[Directions]: Are you able to retype all the records below exactly?

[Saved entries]
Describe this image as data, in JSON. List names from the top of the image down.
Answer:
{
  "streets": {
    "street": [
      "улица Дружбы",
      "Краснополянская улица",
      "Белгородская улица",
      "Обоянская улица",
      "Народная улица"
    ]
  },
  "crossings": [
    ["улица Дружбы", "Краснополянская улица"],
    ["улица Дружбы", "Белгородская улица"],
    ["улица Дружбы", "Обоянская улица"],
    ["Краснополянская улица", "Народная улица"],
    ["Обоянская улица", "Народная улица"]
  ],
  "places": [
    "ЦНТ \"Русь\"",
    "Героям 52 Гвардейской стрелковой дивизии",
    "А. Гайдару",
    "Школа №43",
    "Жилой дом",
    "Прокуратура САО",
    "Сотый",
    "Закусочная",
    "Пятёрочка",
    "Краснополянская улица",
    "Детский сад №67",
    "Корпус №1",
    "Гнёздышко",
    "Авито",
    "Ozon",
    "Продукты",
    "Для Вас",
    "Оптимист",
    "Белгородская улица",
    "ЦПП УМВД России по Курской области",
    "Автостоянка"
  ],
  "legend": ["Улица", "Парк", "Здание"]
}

[Solution for this exercise]:
Describe this image as data, in JSON. List names from the top of the image down.
Answer:
{
  "streets": {
    "street": [
      "улица Дружбы",
      "Краснополянская улица",
      "Белгородская улица",
      "Обоянская улица",
      "Народная улица"
    ]
  },
  "crossings": [
    ["улица Дружбы", "Краснополянская улица"],
    ["улица Дружбы", "Белгородская улица"],
    ["улица Дружбы", "Обоянская улица"],
    ["Краснополянская улица", "Народная улица"],
    ["Обоянская улица", "Народная улица"]
  ],
  "places": [
    "ЦНТ \"Русь\"",
    "Героям 52 Гвардейской стрелковой дивизии",
    "А. Гайдару",
    "Школа №43",
    "Жилой дом",
    "Прокуратура САО",
    "Сотый",
    "Закусочная",
    "Пятёрочка",
    "Краснополянская улица",
    "Детский сад №67",
    "Корпус №1",
    "Гнёздышко",
    "Авито",
    "Ozon",
    "Продукты",
    "Для Вас",
    "Оптимист",
    "Белгородская улица",
    "ЦПП УМВД России по Курской области",
    "Автостоянка"
  ],
  "legend": ["Улица", "Парк", "Здание"]
}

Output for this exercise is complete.